A much more significant impact would come from strengthening labour’s bargaining power which has slumped to one of the weakest amongst rich nations. A doubling of the proportion covered by collective bargaining - bringing Britain closer to the European average - would significantly boost low and middle earnings, adding some £13bn to the wage pool and closing 16% of the gap.

The other most significant measure would be a cut in unemployment. Because tight labour markets are associated with higher wage growth, a rise in employment would boost the wage pool by a further £4bn. Together, these four policies would close around a quarter of the wage-gap, adding over £20bn to aggregate wages. Not huge, but a good start.

So is such a package feasible? The increase in the minimum wage would merely restore its real level to that of 2008. A phased halving of the number below the living wage could be achieved without significant job losses or increased costs. Indeed, living wage companies enjoy improved retention and lower recruitment costs.

Moreover, relying on extra redistribution would also face its own constraints. While Labour from 1997 embraced a strategy of 'stealth redistribution' the policy had run out of steam before 2010. The cost of welfare is increasingly born by middle income groups, helping to harden public attitudes towards benefits. Without reforms that tackle the explosion of tax avoidance and create a more progressive tax system, a further boost tax credits would do little to secure redistribution from the top.

There is a further critical argument for predistribution: restoring economic sanity depends on rebalancing the output of the economy in favour of wages. According to economic orthodoxy, the wages to profits shift should have improved economic health. Instead, it has brought highly damaging distortions, fracturing demand, promoting debt-fuelled consumption and raising economic risk. As profits boomed, private investment plunged. Cheap labour is also a disincentive to raise productivity, and has helped turn the UK into today’s low value-added and low-skilled economy.

According to the International Labour Organisation, nearly all large economies are ‘wage-led’ not ‘profit-led`. That is, they experience slower growth when an excessive share of output is colonised by profits.

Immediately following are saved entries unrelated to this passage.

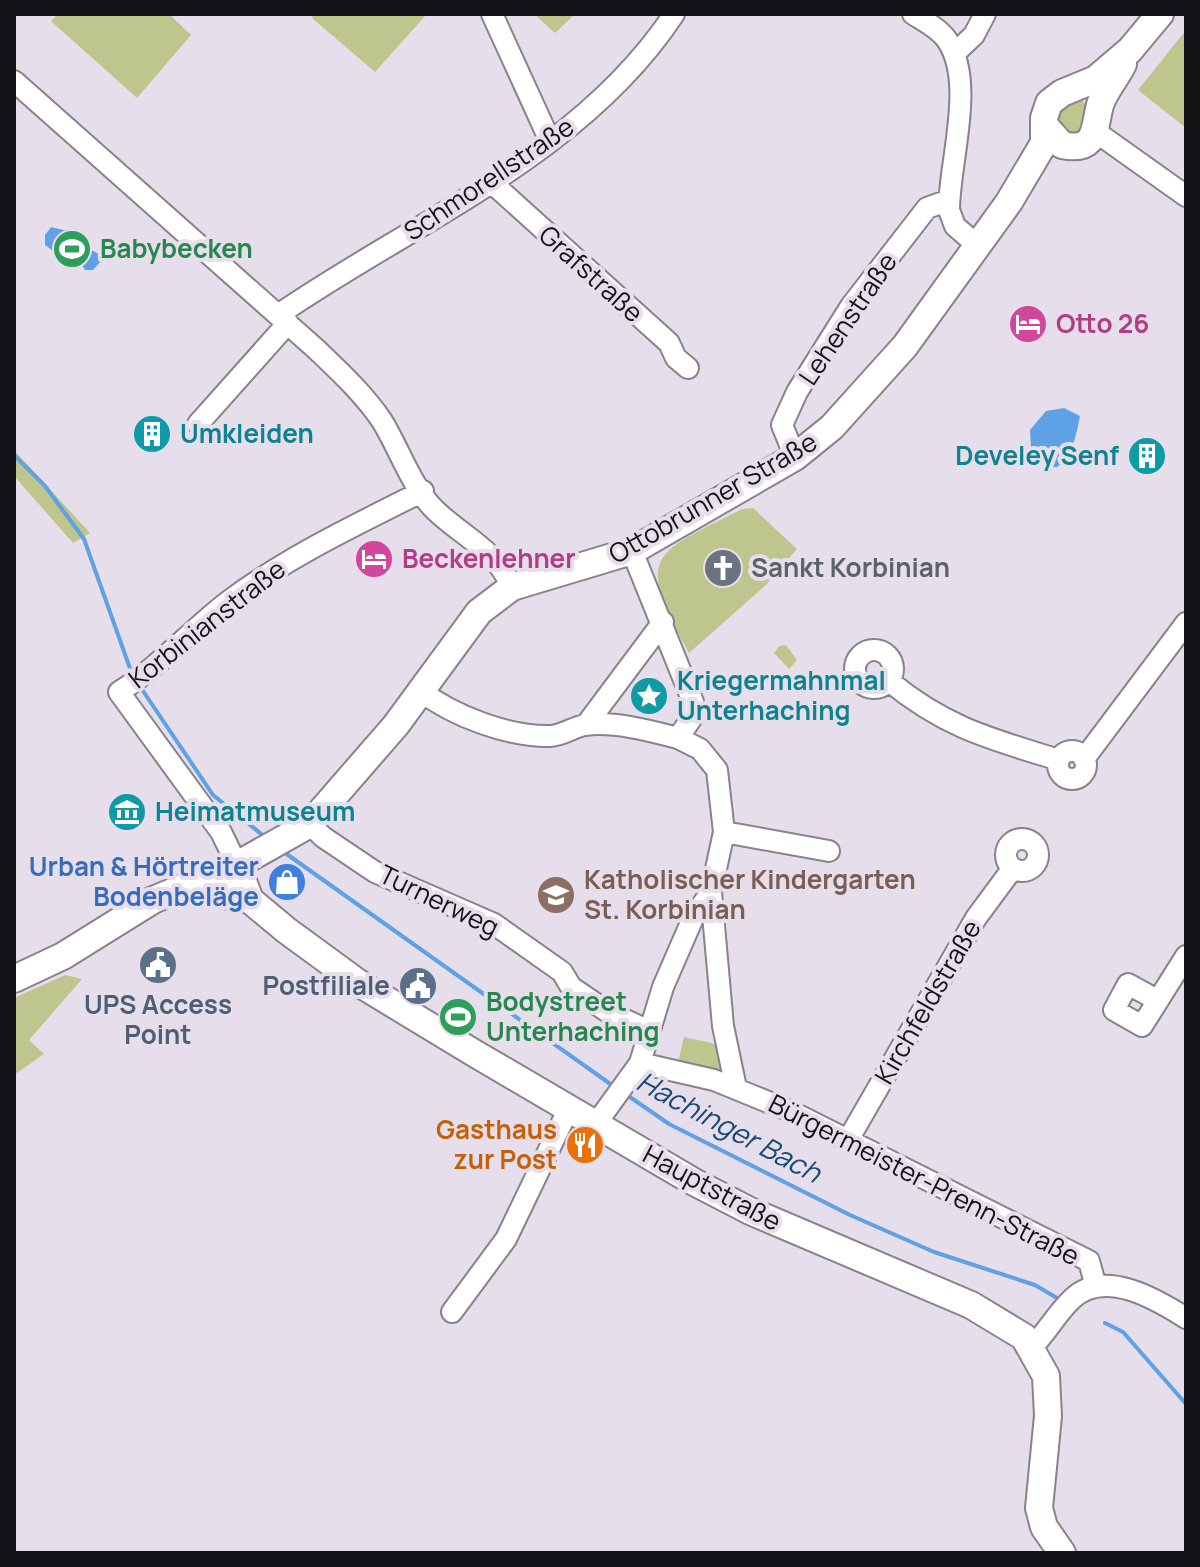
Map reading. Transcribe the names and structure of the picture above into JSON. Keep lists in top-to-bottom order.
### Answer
{
  "streets": {
    "main road": ["Ottobrunner Straße", "Hauptstraße"],
    "street": [
      "Schmorellstraße",
      "Grafstraße",
      "Lehenstraße",
      "Korbinianstraße",
      "Turnerweg",
      "Kirchfeldstraße",
      "Bürgermeister-Prenn-Straße"
    ]
  },
  "crossings": [
    ["Schmorellstraße", "Grafstraße"],
    ["Lehenstraße", "Ottobrunner Straße"],
    ["Ottobrunner Straße", "Korbinianstraße"],
    ["Ottobrunner Straße", "Turnerweg"],
    ["Kirchfeldstraße", "Bürgermeister-Prenn-Straße"]
  ],
  "water": ["Hachinger Bach"],
  "places": {
    "sports": ["Babybecken", "Bodystreet Unterhaching"],
    "hotel": ["Otto 26", "Beckenlehner"],
    "building": ["Umkleiden", "Develey Senf"],
    "church": ["Sankt Korbinian"],
    "place": ["Kriegermahnmal Unterhaching"],
    "museum": ["Heimatmuseum"],
    "shop": ["Urban & Hörtreiter Bodenbeläge"],
    "school or university": ["Katholischer Kindergarten St. Korbinian"],
    "public building": ["UPS Access Point", "Postfiliale"],
    "restaurant": ["Gasthaus zur Post"]
  }
}
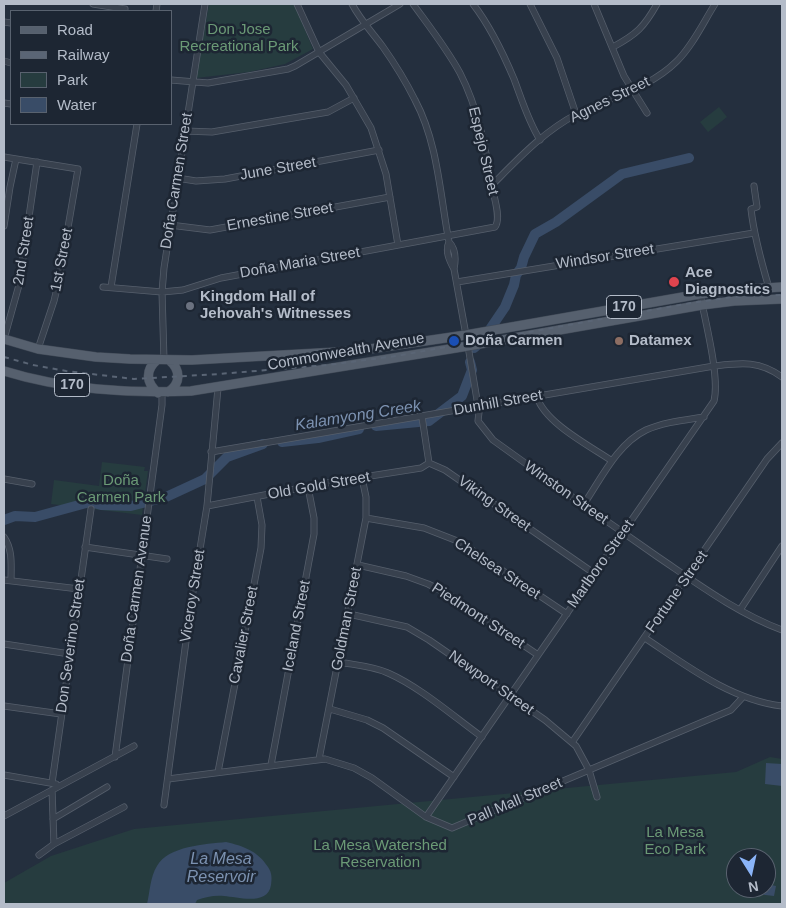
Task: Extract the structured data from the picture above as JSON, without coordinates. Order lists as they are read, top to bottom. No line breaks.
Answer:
{"streets":{"main road":["170","Commonwealth Avenue"],"street":["Agnes Street","Espejo Street","June Street","Doña Carmen Street","Ernestine Street","2nd Street","Windsor Street","1st Street","Doña Maria Street","Dunhill Street","Old Gold Street","Winston Street","Viking Street","Marlboro Street","Chelsea Street","Doña Carmen Avenue","Fortune Street","Viceroy Street","Piedmont Street","Goldman Street","Iceland Street","Cavalier Street","Don Severino Street","Newport Street","Pall Mall Street"]},"crossings":[["Agnes Street","Espejo Street"],["Espejo Street","Doña Maria Street"],["June Street","Doña Carmen Street"],["Doña Carmen Street","Ernestine Street"],["Doña Carmen Street","Doña Maria Street"],["Doña Carmen Street","Commonwealth Avenue"],["Doña Carmen Street","Doña Carmen Avenue"],["2nd Street","1st Street"],["2nd Street","Commonwealth Avenue"],["1st Street","Commonwealth Avenue"],["Commonwealth Avenue","Winston Street"],["Commonwealth Avenue","Marlboro Street"],["Commonwealth Avenue","Doña Carmen Avenue"],["Commonwealth Avenue","Viceroy Street"],["Dunhill Street","Winston Street"],["Dunhill Street","Marlboro Street"],["Dunhill Street","Viceroy Street"],["Old Gold Street","Viking Street"],["Old Gold Street","Viceroy Street"],["Old Gold Street","Goldman Street"],["Old Gold Street","Iceland Street"],["Old Gold Street","Cavalier Street"],["Winston Street","Marlboro Street"],["Winston Street","Fortune Street"],["Viking Street","Marlboro Street"],["Marlboro Street","Chelsea Street"],["Marlboro Street","Piedmont Street"],["Marlboro Street","Newport Street"],["Marlboro Street","Pall Mall Street"],["Chelsea Street","Goldman Street"],["Fortune Street","Newport Street"],["Viceroy Street","Pall Mall Street"],["Piedmont Street","Goldman Street"],["Goldman Street","Newport Street"],["Goldman Street","Pall Mall Street"],["Iceland Street","Pall Mall Street"],["Cavalier Street","Pall Mall Street"],["Newport Street","Pall Mall Street"]],"water":["Kalamyong Creek","La Mesa Reservoir"],"parks":["Don Jose Recreational Park","Doña Carmen Park","La Mesa Eco Park","La Mesa Watershed Reservation"],"places":["Ace Diagnostics","Kingdom Hall of Jehovah's Witnesses","Doña Carmen","Datamex"],"legend":["Road","Railway","Park","Water"],"north":"bottom"}
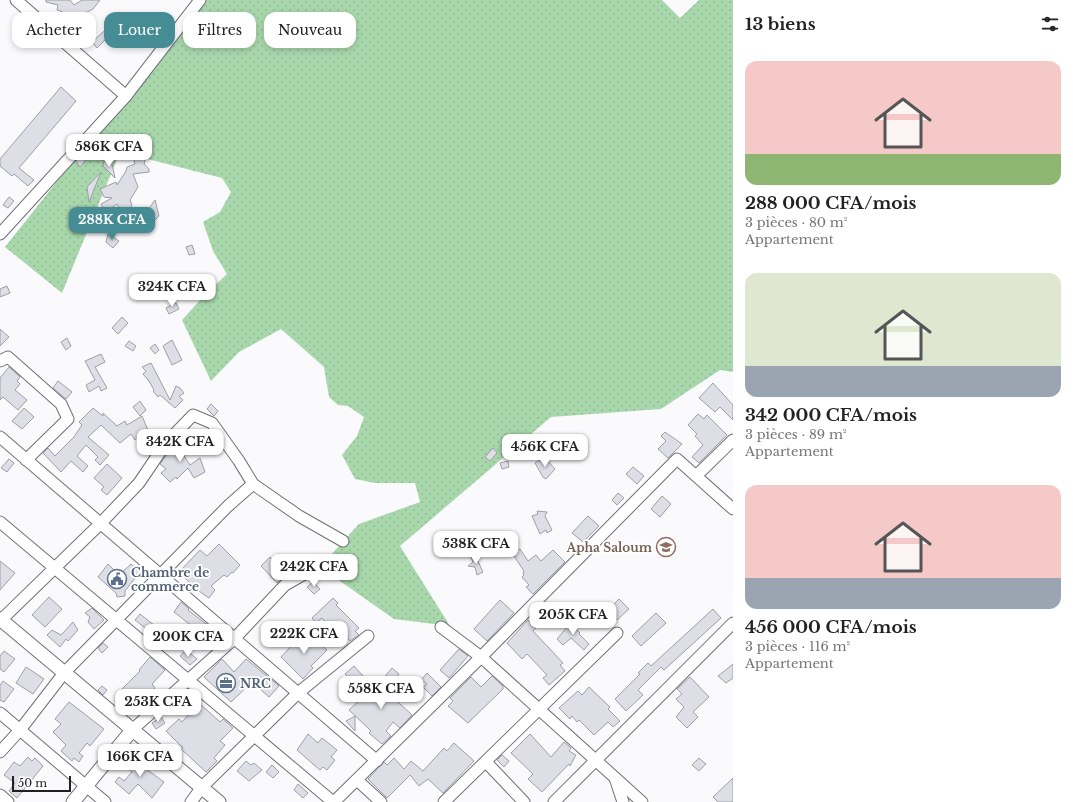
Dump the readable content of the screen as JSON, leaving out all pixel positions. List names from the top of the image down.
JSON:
{
  "places": {
    "school or university": ["Apha Saloum"],
    "public building": ["Chambre de commerce"],
    "office": ["NRC"]
  },
  "scale_bar": "50 m",
  "page": {
    "heading": "13 biens",
    "chip": [
      "Acheter",
      "Louer",
      "Filtres",
      "Nouveau"
    ],
    "list": [
      {
        "name": "288 000 CFA/mois",
        "note": "3 pièces · 80 m² · Appartement"
      },
      {
        "name": "342 000 CFA/mois",
        "note": "3 pièces · 89 m² · Appartement"
      },
      {
        "name": "456 000 CFA/mois",
        "note": "3 pièces · 116 m² · Appartement"
      }
    ],
    "price": [
      "586K CFA",
      "288K CFA",
      "324K CFA",
      "342K CFA",
      "456K CFA",
      "538K CFA",
      "242K CFA",
      "205K CFA",
      "222K CFA",
      "200K CFA",
      "558K CFA",
      "253K CFA",
      "166K CFA"
    ],
    "scale": "50 m"
  }
}
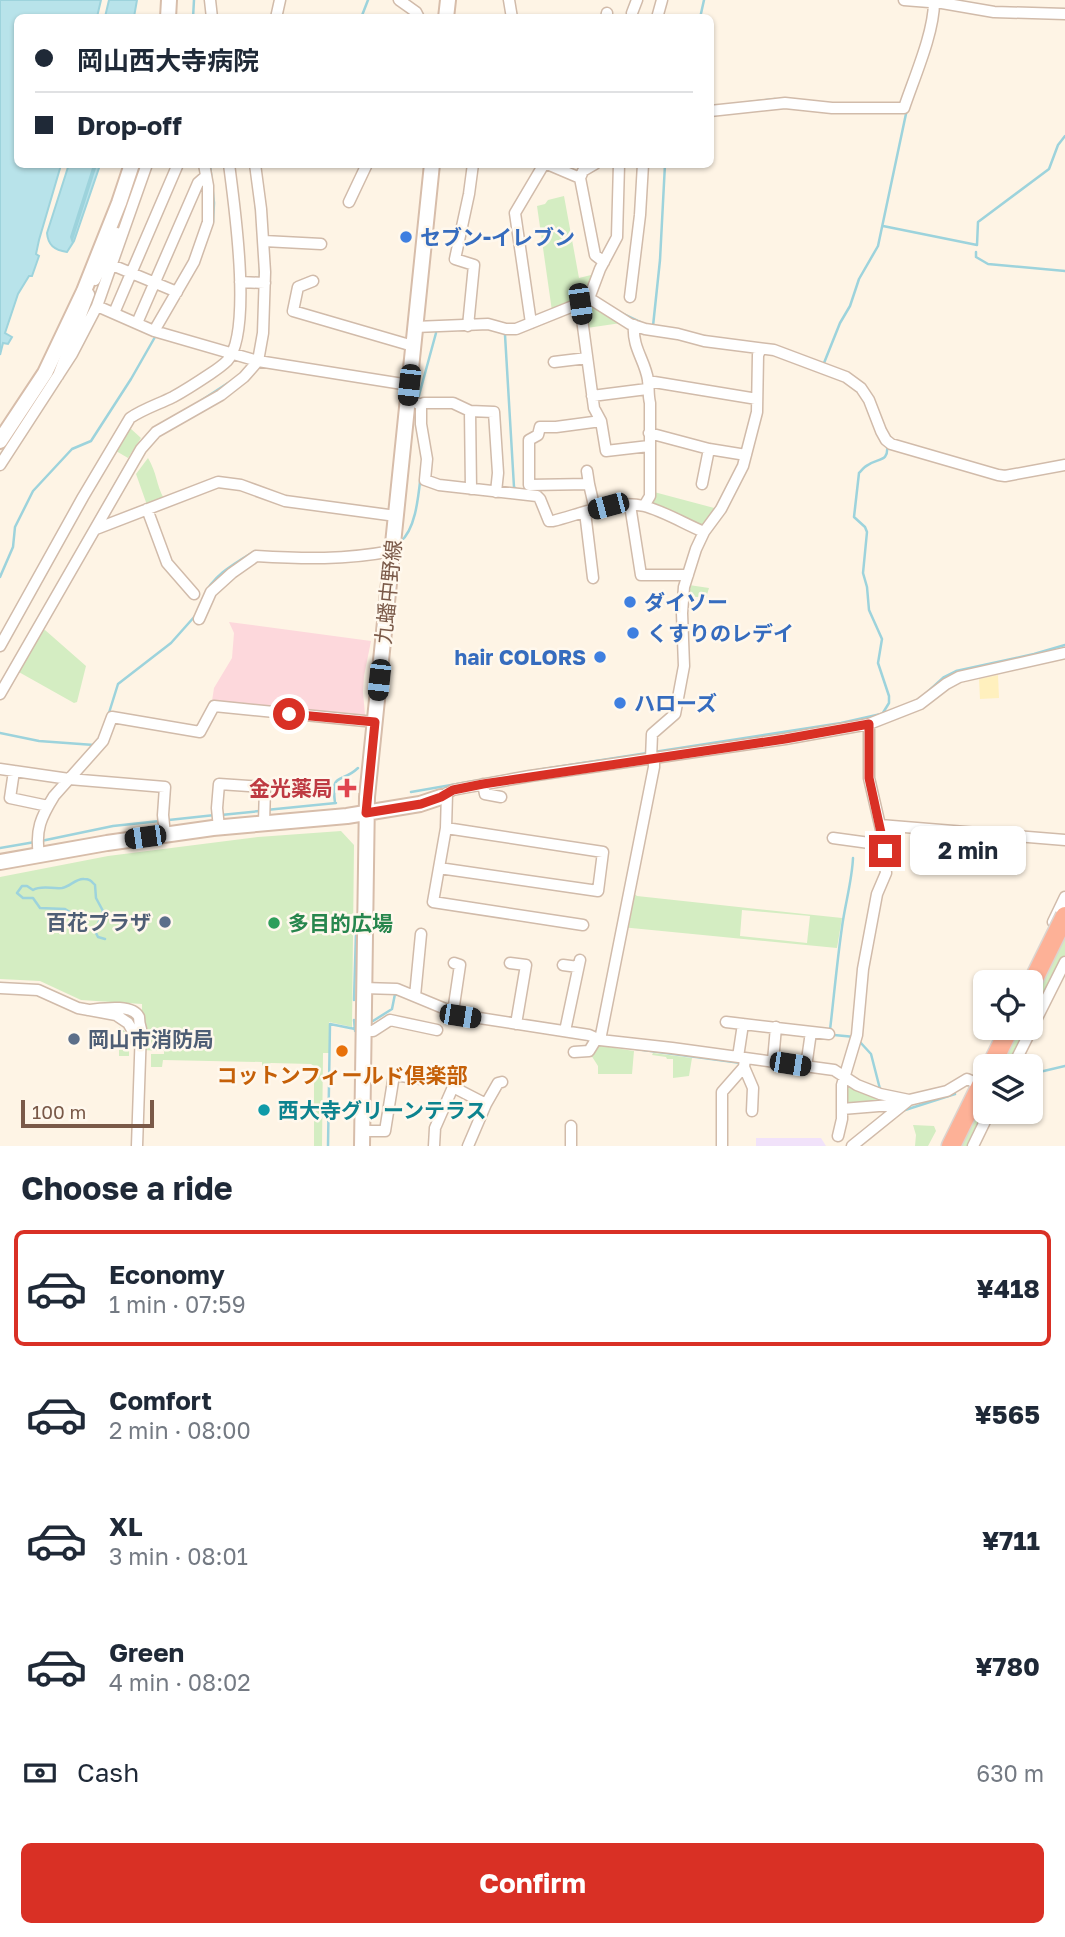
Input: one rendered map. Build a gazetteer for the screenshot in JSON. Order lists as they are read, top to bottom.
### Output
{
  "streets": {
    "main road": ["九蟠中野線"]
  },
  "places": {
    "other": [
      "セブン-イレブン",
      "ダイソー",
      "くすりのレデイ",
      "hair COLORS",
      "ハローズ",
      "百花プラザ",
      "多目的広場",
      "岡山市消防局",
      "コットンフィールド倶楽部",
      "西大寺グリーンテラス"
    ],
    "health": ["金光薬局"]
  },
  "scale_bar": "100 m",
  "page": {
    "banner": ["岡山西大寺病院", "Drop-off"],
    "bubble": "2 min",
    "scale": "100 m",
    "heading": "Choose a ride",
    "list": [
      {
        "name": "Economy",
        "note": "1 min · 07:59",
        "value": "¥418"
      },
      {
        "name": "Comfort",
        "note": "2 min · 08:00",
        "value": "¥565"
      },
      {
        "name": "XL",
        "note": "3 min · 08:01",
        "value": "¥711"
      },
      {
        "name": "Green",
        "note": "4 min · 08:02",
        "value": "¥780"
      }
    ],
    "pay": ["Cash", "630 m"],
    "buttons": "Confirm"
  }
}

The growing imbalance between wages and profits has, arguably, also helped prolong the crisis. While living standards have been falling across rich nations, and wage-based consumption has slumped, corporate profitability has reached new heights. The result – a global economy awash with spare capital. Instead of delivering a sustained recovery, renewing infrastructure and creating jobs, this record mountain of corporate cash reserves is lying idle – 'dead money' according to Mark Carney.

There is now a growing consensus that economies built around poverty wages and huge corporate surpluses are unsustainable, that we need a new economic model that gradually returns the wageshare closer to its post-war level with big firms devoting more of their profits to pay. Despite this, the gap between wage and output growth across rich nations - the primary explanation for falling wage shares - has risen sharply through the crisis. Kenworthy argues that this widening gap is likely to be the 'new normal' rather than a temporary aberration. If so, it will have profound economic and social implications. The signs are that, even at this early stage of recovery, stalled living standards and the growing mountain of idle money are sowing the seeds of the next crisis. 

Consumer credit levels are rising at the fastest rate since 2008 while there are signs of bubbles in house prices and company valuations. As recovery gathers pace, global cash surpluses will be used to finance business activity that raises economic risk. Private equity giants are sitting on billions of 'dry powder' waiting for takeover opportunities.

If we are in a new norm, it is unsustainable. The status quo will end in another crisis. Relying on extra redistribution will not provide the correction needed. Sustainability requires a more proportionate sharing of the cake with wage rises matching output growth. That means making predistribution work. 

Stewart Lansley is the author of The Cost of Inequality and with Howard Reed, How to Boost the Wage Share.

Ed Miliband speaks during a Q&A with party members at the Labour conference in Brighton last month. Photograph: Getty Images.
Chuka Umunna speaks at the launch of Labour's education manifesto during the general election. Photograph: Getty Images.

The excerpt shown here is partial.